We are living through a true Hawkeye Renaissance, a golden age of purple-themed archery, character flaws, and general bare-competence. The golden era started—as disrespectful as this sounds—with Clint Barton’s death-by-ex-crush in Avengers #500 (2004). It accelerated with Kate Bishop’s debut a year later, in Young Avengers #1, and it reached cruising speed with Fraction/Aja’s Hawkeye seven years later. The recent Disney+ show may or may not be the Hawkeye critical mass.
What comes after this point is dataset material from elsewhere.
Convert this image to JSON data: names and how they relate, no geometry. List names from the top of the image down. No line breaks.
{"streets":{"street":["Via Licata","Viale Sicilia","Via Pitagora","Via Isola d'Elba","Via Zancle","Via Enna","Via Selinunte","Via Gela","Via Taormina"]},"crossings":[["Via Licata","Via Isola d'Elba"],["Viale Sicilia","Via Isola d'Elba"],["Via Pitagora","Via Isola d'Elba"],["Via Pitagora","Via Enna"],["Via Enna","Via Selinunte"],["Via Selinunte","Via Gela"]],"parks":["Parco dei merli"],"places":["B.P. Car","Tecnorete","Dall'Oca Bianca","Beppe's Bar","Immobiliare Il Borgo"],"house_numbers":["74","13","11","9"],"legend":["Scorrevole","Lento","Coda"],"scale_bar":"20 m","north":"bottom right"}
But Clint Barton debuted almost exactly forty years before Avengers #500, nearly at the beginning of the Marvel Universe. There are very few points in the timeline of the company where Hawkeye wasn’t being used by one creator or another—whether it be in the Avengers or in forgotten issues of Marvel Team-Up. The Marvel fandom marks him as appearing in over fifteen hundred issues.

Marvel Comics
Yet nearly none of those stories truly launched Clint to the forefront; he remained a niche fan-favorite, relegated to the bottom rungs of Avengers lineups. Hawkeye Epic Collection: The Avenging Archer provides ample evidence of how great the character was all the way up to the copper age, but it also highlights that there was little to the character at the time that demanded he take the spotlight.
Due to his long, long history, the book struggles to pinpoint one single era of the character to focus on, instead sampling a variety of Clint stories that span twenty-four years, up to and surpassing his first time in a solo series.

Marvel Comics
This sporadic collection does as much to showcase the shift in tone and structure of Marvel comics in that time as it does illustrate the somewhat shallow characteristics of its titular character. It’s more a sampler platter than a complete accounting. His origin is supplied, as is his first issue as an Avenger; we see the beginning of his tenure as Giant-Man but skip any of the stories following.
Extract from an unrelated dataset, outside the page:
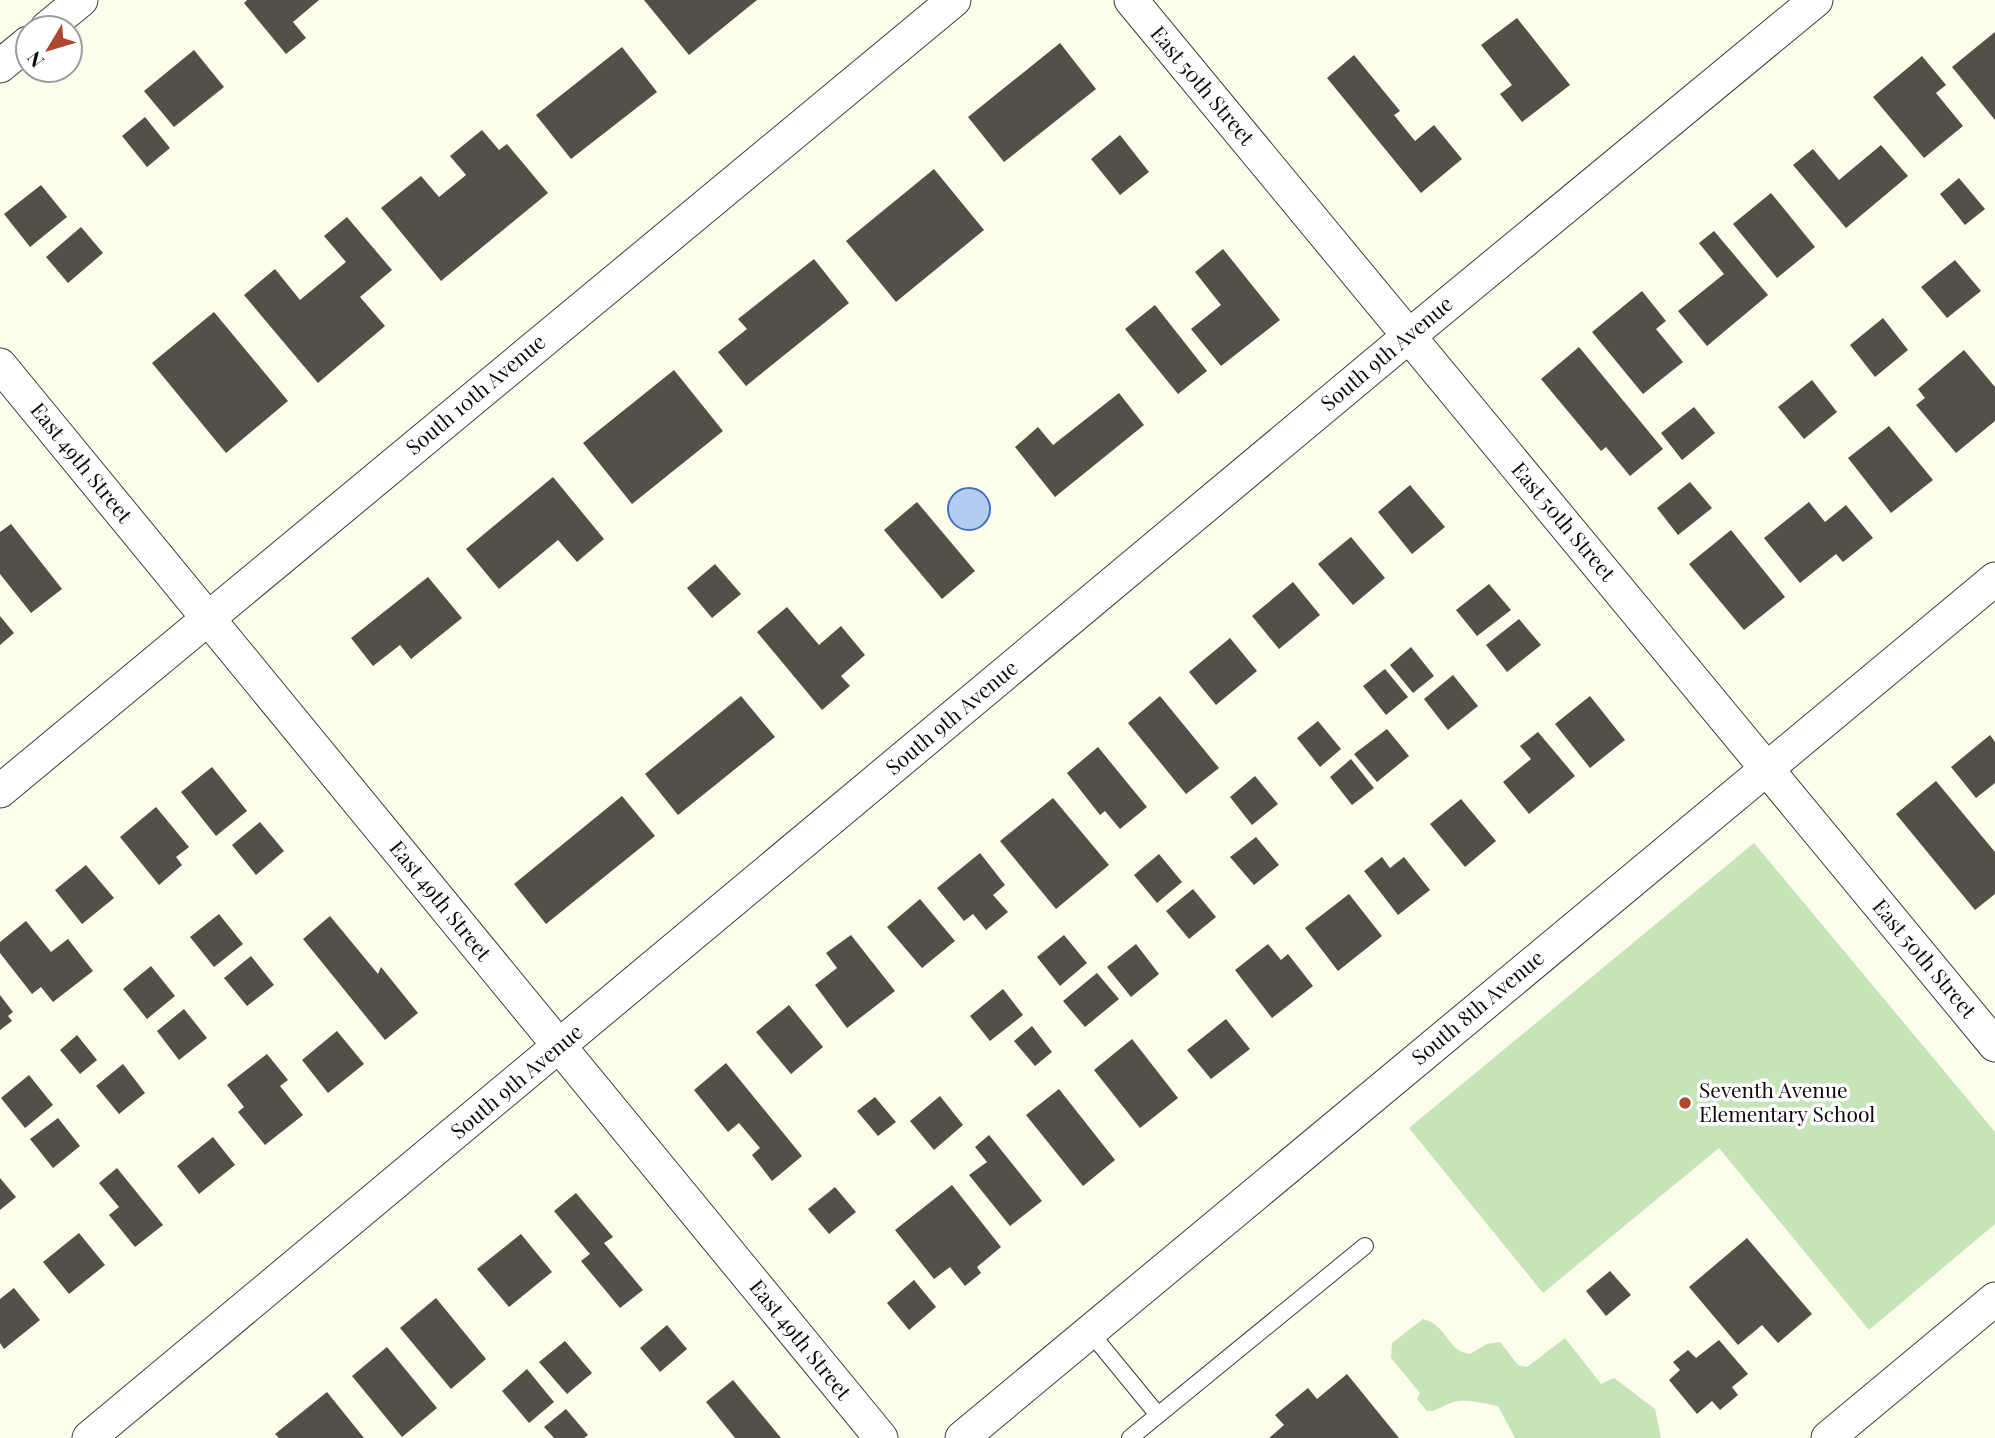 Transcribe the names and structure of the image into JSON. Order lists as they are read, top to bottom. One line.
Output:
{"streets":{"street":["East 50th Street","South 9th Avenue","South 10th Avenue","East 49th Street","South 8th Avenue"]},"crossings":[["East 50th Street","South 9th Avenue"],["East 50th Street","South 8th Avenue"],["South 9th Avenue","East 49th Street"],["South 10th Avenue","East 49th Street"]],"places":["Seventh Avenue Elementary School"],"north":"bottom left"}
The most complete snapshot of the hero is found at the end of the book, with that solo miniseries. Released before Clint’s tenure on the West Coast Avengers (a book that pushed him closer to the front), Mark Gruenwald’s definitive miniseries set out to supply some of the things missing from the character up to that point.

Marvel Comics
Somewhat bafflingly, Gruenwald set out to do so by highlighting Clint’s terrible luck with women…and supplying him a wife. It is the story of how he meets Bobbi Morse, aka Mockingbird. In doing so, he doubles down on the lone characteristic Hawkeye could be said to have at the time: he was a pouting ass.
It’s a fairly well-captured era of the character (finally), with Bobbi stories to give it context and an issue of Gruenwald’s Captain America to extend Clint and Bobbi’s troubles with the rather goofy villains after the miniseries conclusion.
Ultimately, that loose sampling of stories is capped by the beginning of the first golden age of Hawkeye. After the events cataloged here, Clint flourished, however briefly, and managed to stick with readers and creators all the way through the rough, barren 1990s.